1An “employee has the right to Union representation during a disciplinary inquiry. An employer cannot deny “an employee's request for union representation at an investigatory interview, and requires him to attend the interview alone.” NLRB v. J. Weingarten, Inc., 420 U.S. 251, 264 (U.S. 1975).
2 See In re Univ. of Med. & Dentistry of N.J., 144 N.J. 511 (N.J. 1996). “Weingarten does not contemplate that the union representative act as an adversarial advocate in a proceeding; instead the union representative is simply there to consult with the intern, to explain the proceedings and provide a sympathetic ear during the hearing.” Id. at 536.
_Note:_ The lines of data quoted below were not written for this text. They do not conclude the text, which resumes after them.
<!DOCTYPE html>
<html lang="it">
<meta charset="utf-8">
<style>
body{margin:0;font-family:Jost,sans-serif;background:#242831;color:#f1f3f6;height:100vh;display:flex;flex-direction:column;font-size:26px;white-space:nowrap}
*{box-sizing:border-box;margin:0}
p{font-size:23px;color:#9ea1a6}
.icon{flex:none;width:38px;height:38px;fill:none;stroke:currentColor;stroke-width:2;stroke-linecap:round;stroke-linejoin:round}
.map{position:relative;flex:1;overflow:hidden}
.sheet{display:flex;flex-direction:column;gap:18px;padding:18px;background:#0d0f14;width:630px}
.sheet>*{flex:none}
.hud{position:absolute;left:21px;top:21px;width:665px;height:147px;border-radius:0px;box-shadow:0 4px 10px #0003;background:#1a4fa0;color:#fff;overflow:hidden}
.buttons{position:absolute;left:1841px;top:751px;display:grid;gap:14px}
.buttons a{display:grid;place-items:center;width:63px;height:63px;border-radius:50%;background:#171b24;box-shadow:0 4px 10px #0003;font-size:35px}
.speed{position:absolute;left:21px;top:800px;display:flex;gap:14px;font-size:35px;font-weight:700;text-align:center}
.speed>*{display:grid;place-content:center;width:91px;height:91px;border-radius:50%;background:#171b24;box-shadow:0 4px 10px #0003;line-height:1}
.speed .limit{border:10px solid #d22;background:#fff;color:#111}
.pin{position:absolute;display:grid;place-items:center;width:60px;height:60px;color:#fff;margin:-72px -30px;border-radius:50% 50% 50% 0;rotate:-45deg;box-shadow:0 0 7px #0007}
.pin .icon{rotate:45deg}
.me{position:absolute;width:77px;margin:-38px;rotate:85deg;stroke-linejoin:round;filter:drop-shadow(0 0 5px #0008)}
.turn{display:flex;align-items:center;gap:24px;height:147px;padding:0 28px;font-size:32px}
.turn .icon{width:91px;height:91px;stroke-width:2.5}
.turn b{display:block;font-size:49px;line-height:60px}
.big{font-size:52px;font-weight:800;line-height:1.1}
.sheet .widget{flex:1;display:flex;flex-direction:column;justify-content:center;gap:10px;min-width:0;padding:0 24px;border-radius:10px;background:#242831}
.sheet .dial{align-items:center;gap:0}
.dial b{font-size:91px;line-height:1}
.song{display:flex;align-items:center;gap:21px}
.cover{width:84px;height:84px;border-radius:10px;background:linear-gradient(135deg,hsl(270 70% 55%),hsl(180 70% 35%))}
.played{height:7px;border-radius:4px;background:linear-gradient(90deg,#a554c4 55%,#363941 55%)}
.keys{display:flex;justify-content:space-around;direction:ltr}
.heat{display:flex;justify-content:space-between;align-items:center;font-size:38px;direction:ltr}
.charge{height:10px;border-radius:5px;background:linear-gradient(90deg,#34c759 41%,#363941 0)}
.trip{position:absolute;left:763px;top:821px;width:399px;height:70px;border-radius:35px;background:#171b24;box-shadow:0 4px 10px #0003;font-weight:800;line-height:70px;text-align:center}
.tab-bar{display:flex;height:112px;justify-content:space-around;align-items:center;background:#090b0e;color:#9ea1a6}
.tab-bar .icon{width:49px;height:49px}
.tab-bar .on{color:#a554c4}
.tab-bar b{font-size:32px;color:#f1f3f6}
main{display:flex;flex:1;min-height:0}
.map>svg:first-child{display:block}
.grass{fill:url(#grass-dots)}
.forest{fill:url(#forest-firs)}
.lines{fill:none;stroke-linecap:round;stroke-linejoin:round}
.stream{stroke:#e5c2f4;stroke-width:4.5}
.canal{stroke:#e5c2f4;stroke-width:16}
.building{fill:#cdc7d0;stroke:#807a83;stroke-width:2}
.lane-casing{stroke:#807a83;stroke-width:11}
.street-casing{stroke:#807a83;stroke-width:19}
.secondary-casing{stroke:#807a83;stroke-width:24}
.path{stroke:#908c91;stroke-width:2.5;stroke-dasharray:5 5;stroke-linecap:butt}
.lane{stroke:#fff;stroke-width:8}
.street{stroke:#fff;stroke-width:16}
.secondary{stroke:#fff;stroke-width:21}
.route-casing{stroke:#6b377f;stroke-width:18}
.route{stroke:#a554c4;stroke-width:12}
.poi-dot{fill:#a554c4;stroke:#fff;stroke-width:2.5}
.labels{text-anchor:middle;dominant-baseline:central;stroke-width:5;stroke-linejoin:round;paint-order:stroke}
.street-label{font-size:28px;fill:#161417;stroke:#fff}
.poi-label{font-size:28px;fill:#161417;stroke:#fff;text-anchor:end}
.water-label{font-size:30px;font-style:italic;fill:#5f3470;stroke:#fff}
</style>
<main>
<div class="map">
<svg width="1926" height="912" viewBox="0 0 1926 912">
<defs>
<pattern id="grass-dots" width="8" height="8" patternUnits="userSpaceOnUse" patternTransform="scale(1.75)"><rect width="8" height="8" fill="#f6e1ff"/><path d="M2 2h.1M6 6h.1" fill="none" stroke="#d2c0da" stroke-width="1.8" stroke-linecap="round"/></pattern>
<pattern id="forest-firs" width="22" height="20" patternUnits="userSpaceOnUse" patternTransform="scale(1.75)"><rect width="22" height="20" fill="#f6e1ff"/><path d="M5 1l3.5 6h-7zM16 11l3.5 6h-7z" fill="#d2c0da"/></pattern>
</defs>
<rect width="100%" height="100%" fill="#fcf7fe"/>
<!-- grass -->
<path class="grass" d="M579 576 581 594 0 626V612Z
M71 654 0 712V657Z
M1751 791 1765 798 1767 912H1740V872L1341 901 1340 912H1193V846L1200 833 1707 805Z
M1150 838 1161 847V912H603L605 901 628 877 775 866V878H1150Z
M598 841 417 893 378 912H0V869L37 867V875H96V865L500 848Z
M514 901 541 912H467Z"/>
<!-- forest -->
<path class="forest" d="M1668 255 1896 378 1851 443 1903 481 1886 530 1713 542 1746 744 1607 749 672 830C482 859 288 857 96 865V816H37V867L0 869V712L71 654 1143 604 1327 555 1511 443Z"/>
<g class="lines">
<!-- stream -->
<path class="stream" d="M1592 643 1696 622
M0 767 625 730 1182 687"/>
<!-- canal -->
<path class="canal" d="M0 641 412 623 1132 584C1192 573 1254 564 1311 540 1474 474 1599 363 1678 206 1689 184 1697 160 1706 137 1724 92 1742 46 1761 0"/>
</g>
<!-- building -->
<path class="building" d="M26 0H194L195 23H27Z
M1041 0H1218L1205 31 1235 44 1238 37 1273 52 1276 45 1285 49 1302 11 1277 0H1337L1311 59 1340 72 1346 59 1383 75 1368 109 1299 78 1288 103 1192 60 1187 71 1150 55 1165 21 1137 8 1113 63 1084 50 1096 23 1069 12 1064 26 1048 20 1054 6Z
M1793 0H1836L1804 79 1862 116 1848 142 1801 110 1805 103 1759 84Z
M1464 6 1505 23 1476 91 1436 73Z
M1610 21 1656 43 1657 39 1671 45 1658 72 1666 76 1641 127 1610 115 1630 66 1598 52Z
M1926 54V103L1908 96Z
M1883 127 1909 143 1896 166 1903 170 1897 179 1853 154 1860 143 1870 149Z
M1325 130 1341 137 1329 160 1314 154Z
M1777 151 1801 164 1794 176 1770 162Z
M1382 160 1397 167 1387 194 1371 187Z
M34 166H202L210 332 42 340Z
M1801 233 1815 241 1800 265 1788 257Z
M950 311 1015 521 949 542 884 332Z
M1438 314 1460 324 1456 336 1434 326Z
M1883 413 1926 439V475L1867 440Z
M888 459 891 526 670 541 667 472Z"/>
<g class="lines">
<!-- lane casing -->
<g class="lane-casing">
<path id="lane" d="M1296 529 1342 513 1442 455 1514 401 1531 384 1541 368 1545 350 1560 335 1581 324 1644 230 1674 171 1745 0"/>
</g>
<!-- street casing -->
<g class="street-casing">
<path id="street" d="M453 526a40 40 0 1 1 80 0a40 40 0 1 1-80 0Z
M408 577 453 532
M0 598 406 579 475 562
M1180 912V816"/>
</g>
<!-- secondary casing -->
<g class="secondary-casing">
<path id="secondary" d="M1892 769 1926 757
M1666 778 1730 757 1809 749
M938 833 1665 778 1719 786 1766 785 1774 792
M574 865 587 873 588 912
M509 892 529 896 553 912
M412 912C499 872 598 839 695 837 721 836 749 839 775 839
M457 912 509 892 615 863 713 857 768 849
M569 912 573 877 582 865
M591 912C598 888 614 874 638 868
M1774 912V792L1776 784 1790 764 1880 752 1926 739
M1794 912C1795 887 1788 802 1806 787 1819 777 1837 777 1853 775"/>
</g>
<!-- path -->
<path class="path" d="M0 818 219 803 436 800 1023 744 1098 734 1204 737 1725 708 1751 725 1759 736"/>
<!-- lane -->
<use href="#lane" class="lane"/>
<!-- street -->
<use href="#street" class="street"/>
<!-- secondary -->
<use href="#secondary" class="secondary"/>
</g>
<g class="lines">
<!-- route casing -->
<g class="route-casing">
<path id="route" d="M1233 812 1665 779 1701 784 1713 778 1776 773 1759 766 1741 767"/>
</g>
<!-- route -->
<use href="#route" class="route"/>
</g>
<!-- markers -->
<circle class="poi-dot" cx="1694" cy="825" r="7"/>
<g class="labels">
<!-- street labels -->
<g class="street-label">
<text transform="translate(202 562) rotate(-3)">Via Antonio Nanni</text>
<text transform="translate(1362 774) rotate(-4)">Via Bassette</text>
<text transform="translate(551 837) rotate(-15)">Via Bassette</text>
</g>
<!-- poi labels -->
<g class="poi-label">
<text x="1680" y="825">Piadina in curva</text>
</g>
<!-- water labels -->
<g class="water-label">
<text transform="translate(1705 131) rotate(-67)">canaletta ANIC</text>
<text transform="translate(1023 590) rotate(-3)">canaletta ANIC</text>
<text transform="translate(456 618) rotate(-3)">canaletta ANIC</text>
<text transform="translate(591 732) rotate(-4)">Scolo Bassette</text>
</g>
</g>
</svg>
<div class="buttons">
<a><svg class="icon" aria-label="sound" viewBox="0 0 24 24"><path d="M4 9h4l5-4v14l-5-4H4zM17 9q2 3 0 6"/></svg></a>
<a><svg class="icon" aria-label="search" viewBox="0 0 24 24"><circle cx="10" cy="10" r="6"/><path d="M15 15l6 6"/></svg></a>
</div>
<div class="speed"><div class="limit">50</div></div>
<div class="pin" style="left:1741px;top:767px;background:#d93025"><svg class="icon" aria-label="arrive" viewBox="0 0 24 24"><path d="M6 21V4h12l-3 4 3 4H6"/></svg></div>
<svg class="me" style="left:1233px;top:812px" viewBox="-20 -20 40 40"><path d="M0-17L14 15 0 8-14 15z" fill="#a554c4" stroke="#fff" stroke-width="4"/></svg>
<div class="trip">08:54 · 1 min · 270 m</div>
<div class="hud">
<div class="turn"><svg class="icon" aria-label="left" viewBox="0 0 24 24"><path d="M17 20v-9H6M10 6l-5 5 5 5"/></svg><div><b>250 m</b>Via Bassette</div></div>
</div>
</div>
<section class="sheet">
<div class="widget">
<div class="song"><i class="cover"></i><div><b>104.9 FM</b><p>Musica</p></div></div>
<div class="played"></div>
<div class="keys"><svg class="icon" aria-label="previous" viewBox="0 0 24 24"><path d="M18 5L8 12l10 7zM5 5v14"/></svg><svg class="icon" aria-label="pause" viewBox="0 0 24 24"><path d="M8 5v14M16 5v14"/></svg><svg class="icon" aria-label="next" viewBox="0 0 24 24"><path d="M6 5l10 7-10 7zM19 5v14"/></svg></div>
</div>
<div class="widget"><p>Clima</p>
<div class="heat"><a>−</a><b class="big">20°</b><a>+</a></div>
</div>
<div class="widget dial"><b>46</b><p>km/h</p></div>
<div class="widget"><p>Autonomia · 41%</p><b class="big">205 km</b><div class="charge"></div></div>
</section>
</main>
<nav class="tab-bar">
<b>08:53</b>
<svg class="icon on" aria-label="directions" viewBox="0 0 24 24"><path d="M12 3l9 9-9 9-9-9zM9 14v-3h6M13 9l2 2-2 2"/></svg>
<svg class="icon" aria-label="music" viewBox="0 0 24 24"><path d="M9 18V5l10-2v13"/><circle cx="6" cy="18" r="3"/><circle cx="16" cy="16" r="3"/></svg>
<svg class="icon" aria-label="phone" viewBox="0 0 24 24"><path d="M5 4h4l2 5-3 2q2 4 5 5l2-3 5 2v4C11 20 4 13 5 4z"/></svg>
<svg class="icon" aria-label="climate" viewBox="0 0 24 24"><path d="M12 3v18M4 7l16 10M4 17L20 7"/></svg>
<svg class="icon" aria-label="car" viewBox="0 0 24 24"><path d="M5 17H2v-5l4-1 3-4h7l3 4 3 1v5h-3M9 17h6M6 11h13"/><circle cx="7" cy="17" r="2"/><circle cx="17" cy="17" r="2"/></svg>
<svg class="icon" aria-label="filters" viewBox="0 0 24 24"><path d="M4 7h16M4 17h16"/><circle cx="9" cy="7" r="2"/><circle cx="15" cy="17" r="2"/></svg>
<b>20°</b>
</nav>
3“Public employers shall negotiate written policies setting forth grievance and disciplinary review procedures by means of which their employees or representatives of employees may appeal the interpretation, application or violation of policies, agreements, and administrative decisions, including disciplinary determinations, affecting them, provided that such grievance and disciplinary review procedures shall be included in any agreement entered into between the public employer and the representative organization. Such grievance and disciplinary review procedures may provide for binding arbitration as a means for resolving disputes. The procedures agreed to by the parties may not replace or be inconsistent with any alternate statutory appeal procedure nor may they provide for binding arbitration of disputes involving the discipline of employees with statutory protection under tenure or civil service laws. Grievance and disciplinary review procedures established by agreement between the public employer and the representative organization shall be utilized for any dispute covered by the terms of such agreement.” N.J.S.A. 34:13A-5.3.
4State law provides “grievance and disciplinary review procedures [that] may provide for binding arbitration as a means for resolving disputes. The procedures agreed to by the parties may not replace or be inconsistent with any alternate statutory appeal procedure nor may they provide for binding arbitration of disputes involving the discipline of employees with statutory protection under tenure or civil service laws. Grievance and disciplinary review procedures established by agreement between the public employer and the representative organization shall be utilized for any dispute covered by the terms of such agreement.” N.J.S.A. 34:13A-5.3.
5 Increment Withholding: Forum For Review, Public Employment Relations Commission April 3, 1998. http://www.state.nj.us/perc/increment.pdf.
6 N.J. Stat. § 18A:6-9 “The commissioner shall have jurisdiction to hear and determine, without cost to the parties, all controversies and disputes arising under the school laws, excepting those governing higher education, or under the rules of the state board or of the commissioner. For the purposes of this Title, controversies and disputes concerning the conduct of school elections shall not be deemed to arise under the school laws.”
7Promotion. “The [Civil Service] commission shall establish the minimum qualifications for promotion and shall provide for the granting of credit for performance and seniority where appropriate.”